== Segment start ==

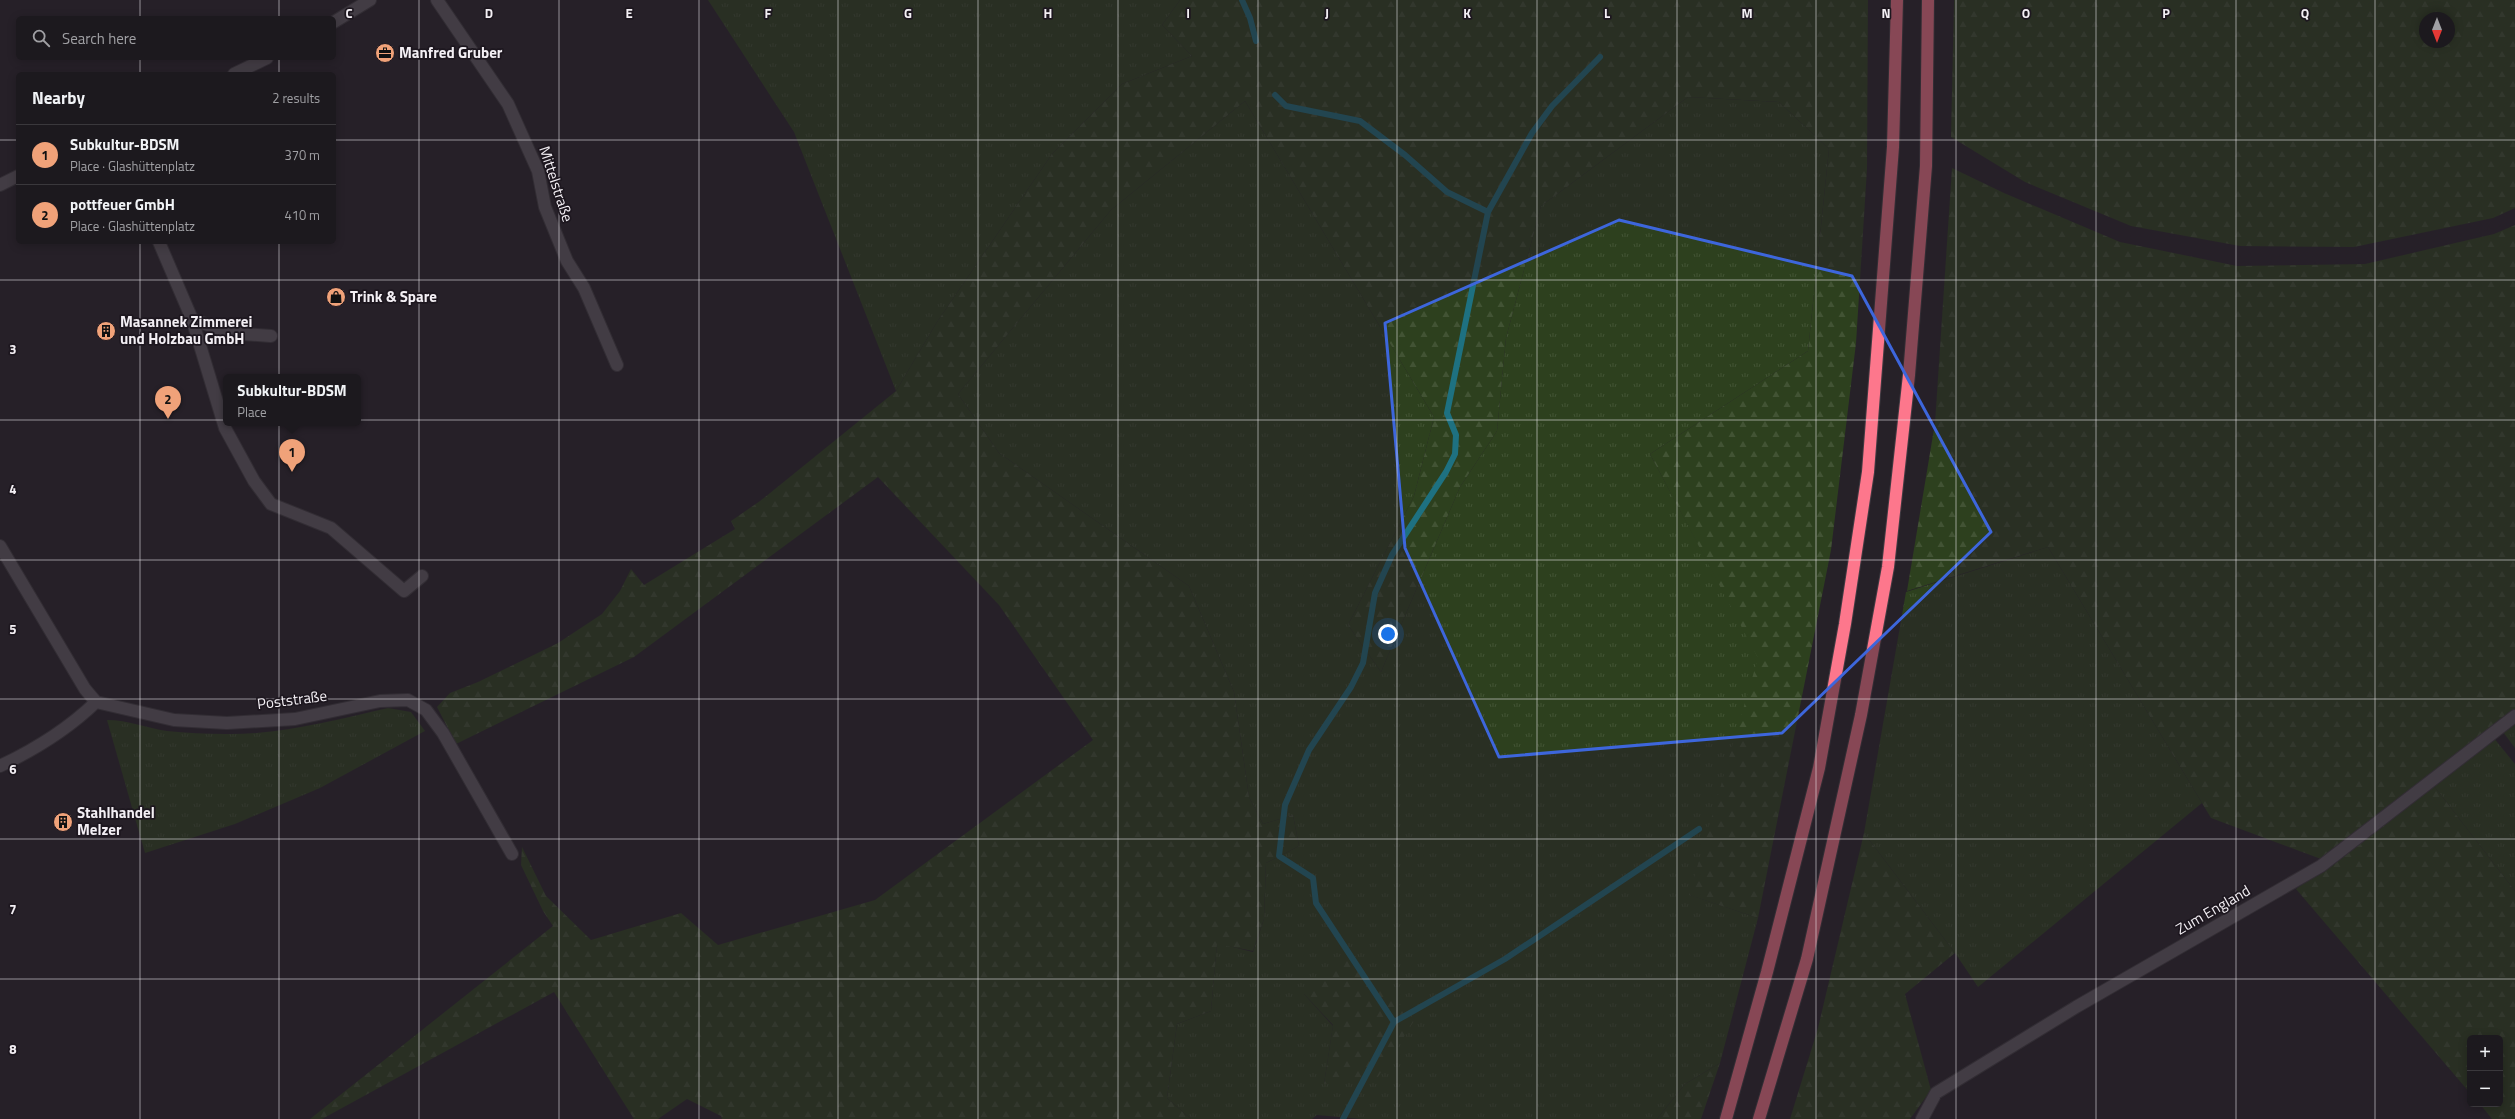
<!DOCTYPE html>
<html lang="en">
<head>
<meta charset="utf-8">
<style>
	:root { --surface:#1c191e; --page:#252227; --text:#f1f3f6; --muted:#a0a0a4; --line:#3a383c; --accent:#f0a279 }
	body { margin:0; font-family:"Titillium Web",sans-serif; background:var(--page); color:var(--text) }
	.controls { position:absolute; right:12px; bottom:12px; display:grid; overflow:hidden; border-radius:6px; box-shadow:0 2px 10px #0003 }
	.controls button { width:36px; height:36px; display:grid; place-items:center; padding:0; border:0; border-bottom:1px solid var(--line); background:var(--surface); color:var(--text); font:20px sans-serif }
	.compass { position:absolute; left:2419px; top:12px; width:36px; height:36px; border-radius:50%; background:var(--surface); box-shadow:0 2px 10px #0003; rotate:180deg }
	.you { position:absolute; left:1388px; top:634px; width:14px; height:14px; margin:-10px; border:3px solid #fff; border-radius:50%; background:#1a73e8; box-shadow:0 0 0 6px #1a73e833 }
	.badge { display:grid; place-items:center; width:26px; height:26px; border-radius:50%; background:var(--accent); color:#111; font-size:13px; font-weight:700 }
	.pin { position:absolute; translate:-50% -33px; filter:drop-shadow(0 1px 2px #0008) }
	.pin::after { content:''; position:absolute; top:21px; width:14px; height:12px; background:inherit; clip-path:polygon(0 0,100% 0,50% 100%) }
	.popup { position:absolute; left:223px; top:374px; width:138px; height:52px; box-sizing:border-box; display:grid; place-content:center; border-radius:6px; background:var(--surface); filter:drop-shadow(0 1px 3px #0005); font-size:13px; white-space:nowrap; color:var(--muted) }
	.popup b { font-size:15px; color:var(--text) }
	.popup::after { content:''; position:absolute; left:50%; top:100%; margin-left:-8px; border:8px solid transparent; border-top-color:var(--surface) }
	.list { margin:0; padding:0; list-style:none }
	h2 { display:flex; justify-content:space-between; align-items:center; height:52px; margin:0; padding:0 16px; font-size:17px }
	h2 small { font-size:13px; font-weight:400; color:var(--muted) }
	.list li { display:grid; grid-template-columns:26px 1fr auto; gap:12px; align-items:center; box-sizing:border-box; height:60px; padding:0 16px; border-top:1px solid var(--line) }
	.list b { display:block; font-size:15px; white-space:nowrap }
	.list p { margin:0; font-size:13px; white-space:nowrap; color:var(--muted) }
	.list em { font-size:13px; font-style:normal; color:var(--muted) }
	.icon { flex:none; width:22px; height:22px; fill:none; stroke:currentColor; stroke-width:2; stroke-linecap:round; stroke-linejoin:round }
	.map { position:relative; flex:none; width:2515px; height:1119px; overflow:hidden }
	.search { position:absolute; background:var(--surface); box-shadow:0 2px 10px #0003; left:16px; top:16px; width:320px; height:44px; display:flex; align-items:center; gap:10px; box-sizing:border-box; padding:0 14px; border-radius:6px; color:var(--muted); font-size:15px }
	.panel { position:absolute; background:var(--surface); box-shadow:0 2px 10px #0003; left:16px; top:72px; width:320px; height:172px; border-radius:6px }
	.map>svg:first-child { display:block }
	.grass { fill:url(#grass-tufts); fill-rule:evenodd }
	.forest { fill:url(#forest-firs); fill-rule:evenodd }
	.lines { fill:none; stroke-linecap:round; stroke-linejoin:round }
	.stream { stroke:#1e7181; stroke-width:6 }
	.street-casing { stroke:#413c43; stroke-width:14 }
	.secondary-casing { stroke:#413c43; stroke-width:14 }
	.highway-casing { stroke:#413c43; stroke-width:14 }
	.street { stroke:#655e67; stroke-width:12 }
	.secondary { stroke:#655e67; stroke-width:12 }
	.highway { stroke:#fd778c; stroke-width:12 }
	.marked { fill:none; stroke:#3d66dc; stroke-width:3; stroke-linejoin:round }
	.grid { fill:none; stroke:#f3eff4; stroke-width:1; stroke-opacity:0.55 }
	.labels { text-anchor:middle; stroke-width:3.5; stroke-linejoin:round; paint-order:stroke }
	.poi-label { font-size:15px; font-weight:bold; fill:#f3eff4; stroke:#1d171f; text-anchor:start }
	.street-label { font-size:15px; fill:#f3eff4; stroke:#1d171f }
	.grid-label { font-size:13px; text-anchor:middle; font-weight:bold; fill:#f3eff4; stroke:#1d171f; stroke-width:3.5; stroke-linejoin:round; paint-order:stroke }
</style>
</head>
<body>
<div class="map">
<svg width="2515" height="1119" viewBox="0 0 2515 1119">
	<defs>
		<pattern id="grass-tufts" width="24" height="20" patternUnits="userSpaceOnUse"><rect width="24" height="20" fill="#2d401e"/><path d="M3 7l-1-3M5 7V3M7 7l1-3M15 17l-1-3M17 17v-4M19 17l1-3" fill="none" stroke="#425334"/></pattern>
		<pattern id="forest-firs" width="22" height="20" patternUnits="userSpaceOnUse"><rect width="22" height="20" fill="#2d401e"/><path d="M5 1l3.5 6h-7zM16 11l3.5 6h-7z" fill="#425334"/></pattern>
	</defs>
	<rect width="100%" height="100%" fill="#262128"/>
	<path class="grass" d="M708,0H1180L1162,25L1192,56L1122,84L1052,154L937,322L896,391L794,132Z
		M1688,97L1779,102L1829,149L1808,351L1650,454L1759,658L1690,895L1758,918L1720,1063L1685,1084L1657,1119H1361L1317,1115L1312,1119H1191L1167,1098L1177,1024L1211,1011L1217,943L1253,952L1264,919L1266,863L1299,846L1293,815L1263,824L1249,797L1234,692L1189,586L999,453L958,394L1111,210L1245,101L1434,417L1414,496L1348,625L1381,672L1460,487L1497,431L1506,338L1541,206ZM1304,994L1414,1021L1324,1084L1333,1026Z
		M2048,547L2202,803L1978,987L1955,953L1864,833L1906,592Z
		M388,708L411,712L425,731L320,788L235,824L145,853L107,720C128,720 147,728 167,731C186,733 206,734 225,734C280,735 335,720 388,708Z
		M2515,724V748L2503,732Z
		M2493,737L2515,764V891L2434,786Z"/>
	<path class="forest" d="M1180,0H1868L1867,169L1856,343L1831,550L1758,918L1689,895L1758,658L1650,454L1808,351L1829,149L1779,102L1688,97L1541,206L1506,338L1497,431L1460,487L1381,672L1348,625L1414,496L1434,417L1245,101L1111,210L958,394L999,453L1189,586L1234,692L1249,797L1263,824L1293,815L1299,846L1266,863L1264,919L1253,951L1217,944L1211,1011L1177,1024L1167,1098L1191,1119H722L721,1116L687,1099L658,1119H634L554,992L322,1119H310L553,926L543,911L521,865L522,847L546,896L591,940L681,913L718,945L875,900L1093,740L999,605L878,477L634,657L456,744L437,707L450,693L478,682L558,643L602,614L620,591L631,569L644,585L735,529L731,521L760,501L896,391L937,322L1052,154L1122,84L1192,56L1162,25Z
		M1954,0H2515V208L2493,218L2354,247L2240,246L2131,226L2025,182L1951,137ZM2425,18H2449V42H2425Z
		M1952,168L2004,193L2120,242L2237,266L2365,264L2494,234L2515,225V709L2321,859L2211,818L2048,547L1907,591L1935,423Z
		M2434,786L2515,891V1119H2492L2480,1104H2500V1038H2470V1093L2296,889Z
		M1864,833L1955,953L1905,994L1931,1090L1910,1119H1790L1818,1028Z
		M1348,948L1414,1021L1378,1077L1324,1084L1333,1025L1304,994Z
		M1720,1063L1701,1119H1657L1685,1084Z"/>
	<g class="lines">
		<path class="stream" d="M1242,0L1250,18L1256,41
			M1275,95L1286,106L1360,121L1405,155L1447,192L1488,212
			M1394,1022L1505,959L1699,829
			M1343,1119L1394,1022L1316,903L1313,878L1279,856L1285,805L1309,750L1351,687L1363,663L1375,593L1392,555L1446,472L1455,454L1456,435L1447,413L1488,212L1532,133L1552,106L1600,57"/>
		<g class="street-casing">
			<path id="street" d="M437,0L508,104L538,171L545,207L567,261L584,288L617,365
				M159,242L192,319L230,333L271,336
				M192,319L225,428L254,481L271,504L331,528L404,591L422,576
				M0,546L85,689L96,702L174,720L227,723L295,719L380,701L408,700L426,710L443,733L512,854
				M0,766C36,749 67,730 96,702
				M1922,1119L1936,1093L2076,1007L2321,866L2515,716"/>
		</g>
		<g class="secondary-casing">
			<path id="secondary" d="M334,22L370,0
				M234,74L267,58
				M0,185L18,176"/>
		</g>
		<g class="highway-casing">
			<path id="highway" d="M1726,1119L1767,972L1819,768L1845,624L1868,472L1893,147L1897,0
				M1759,1119L1807,959L1861,715L1888,567L1909,375L1926,166L1928,0"/>
		</g>
		<use href="#street" class="street"/>
		<use href="#secondary" class="secondary"/>
		<use href="#highway" class="highway"/>
	</g>
	<path d="M0 0H2515V1119H0ZM1619,220L1852,276L1991,532L1782,733L1499,757L1405,548L1385,323Z" fill="#262128" fill-opacity=".55" fill-rule="evenodd"/>
	<path class="marked" d="M1619,220L1852,276L1991,532L1782,733L1499,757L1405,548L1385,323Z"/>
	<path class="grid" d="M140,0V18M279,0V18M419,0V1119M559,0V1119M699,0V1119M838,0V1119M978,0V1119M1118,0V1119M1258,0V1119M1397,0V1119M1537,0V1119M1677,0V1119M1816,0V1119M1956,0V1119M2096,0V1119M2236,0V1119M2375,0V1119M140,58V74M279,58V74M0,140H18M334,140H2515M140,242V1119M279,242V1119M0,280H2515M0,420H2515M0,560H2515M0,699H2515M0,839H2515M0,979H2515"/>
	<defs>
		<g id="office-disc" transform="scale(1)"><circle r="9.5" fill="#f0a279" stroke="#1d171f"/><path d="M-6-3h4V-5.5h4V-3h4V5H-6ZM-1-4.5V-3h2v-1.5ZM-6 0V1H6V0Z" fill="#111"/></g>
		<g id="shop-disc" transform="scale(1)"><circle r="9.5" fill="#f0a279" stroke="#1d171f"/><path d="M-5-2.5h2.3a2.7 3.5 0 0 1 5.4 0H5L5.5 6h-11ZM-1.5-2.5h3a1.5 2.3 0 0 0-3 0Z" fill="#111"/></g>
		<g id="building-disc" transform="scale(1)"><circle r="9.5" fill="#f0a279" stroke="#1d171f"/><path d="M-4-6H4V6H1V3H-1V6H-4ZM-2.5-4.3h1.7v1.8h-1.7ZM.8-4.3h1.7v1.8H.8ZM-2.5-1h1.7V.8h-1.7ZM.8-1h1.7V.8H.8Z" fill="#111"/></g>
	</defs>
	<g fill-rule="evenodd">
		<use href="#office-disc" x="385" y="53"/>
		<use href="#shop-disc" x="336" y="297"/>
		<use href="#building-disc" x="106" y="331"/>
		<use href="#building-disc" x="63" y="822"/>
	</g>
	<g class="labels">
		<g class="poi-label">
			<text x="399" y="58">Manfred Gruber</text>
			<text x="350" y="302">Trink &amp; Spare</text>
			<text x="120" y="327">Masannek Zimmerei<tspan x="120" dy="17">und Holzbau GmbH</tspan></text>
			<text x="77" y="818">Stahlhandel<tspan x="77" dy="17">Melzer</tspan></text>
		</g>
		<g class="street-label">
			<text transform="translate(556 184) rotate(72)" y="5">Mittelstraße</text>
			<text transform="translate(292 700) rotate(-7)" y="5">Poststraße</text>
			<text transform="translate(2213 910) rotate(-30)" y="5">Zum England</text>
		</g>
	</g>
	<g class="grid-label">
		<text x="349" y="18">C</text>
		<text x="489" y="18">D</text>
		<text x="629" y="18">E</text>
		<text x="768" y="18">F</text>
		<text x="908" y="18">G</text>
		<text x="1048" y="18">H</text>
		<text x="1188" y="18">I</text>
		<text x="1327" y="18">J</text>
		<text x="1467" y="18">K</text>
		<text x="1607" y="18">L</text>
		<text x="1747" y="18">M</text>
		<text x="1886" y="18">N</text>
		<text x="2026" y="18">O</text>
		<text x="2166" y="18">P</text>
		<text x="2305" y="18">Q</text>
		<text x="13" y="354">3</text>
		<text x="13" y="494">4</text>
		<text x="13" y="634">5</text>
		<text x="13" y="774">6</text>
		<text x="13" y="914">7</text>
		<text x="13" y="1054">8</text>
	</g>
</svg>
<div class="controls">
<button>+</button>
<button>−</button>
</div>
<svg class="compass" viewBox="-18 -18 36 36"><path d="M0-13l5 13h-10z" fill="#e53935"/><path d="M0 13l5-13h-10z" fill="#a0a0a4"/></svg>
<div class="you"></div>
<div class="pin badge" style="left:292px;top:472px">1</div>
<div class="popup"><b>Subkultur-BDSM</b>Place</div>
<div class="pin badge" style="left:168px;top:419px">2</div>
<div class="search"><svg class="icon" aria-label="search" viewBox="0 0 24 24"><circle cx="10" cy="10" r="6"/><path d="M15 15l6 6"/></svg>Search here</div>
<section class="panel">
<h2>Nearby<small>2 results</small></h2>
<ul class="list">
<li><span class="badge">1</span><div><b>Subkultur-BDSM</b><p>Place · Glashüttenplatz</p></div><em>370 m</em></li>
<li><span class="badge">2</span><div><b>pottfeuer GmbH</b><p>Place · Glashüttenplatz</p></div><em>410 m</em></li>
</ul>
</section>
</div>
</body>
</html>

== Segment end ==

* Work required
Look through the entries above and report each line where the string "overflow" occurs.

* Response for this exercise
	.controls { position:absolute; right:12px; bottom:12px; display:grid; overflow:hidden; border-radius:6px; box-shadow:0 2px 10px #0003 }
	.map { position:relative; flex:none; width:2515px; height:1119px; overflow:hidden }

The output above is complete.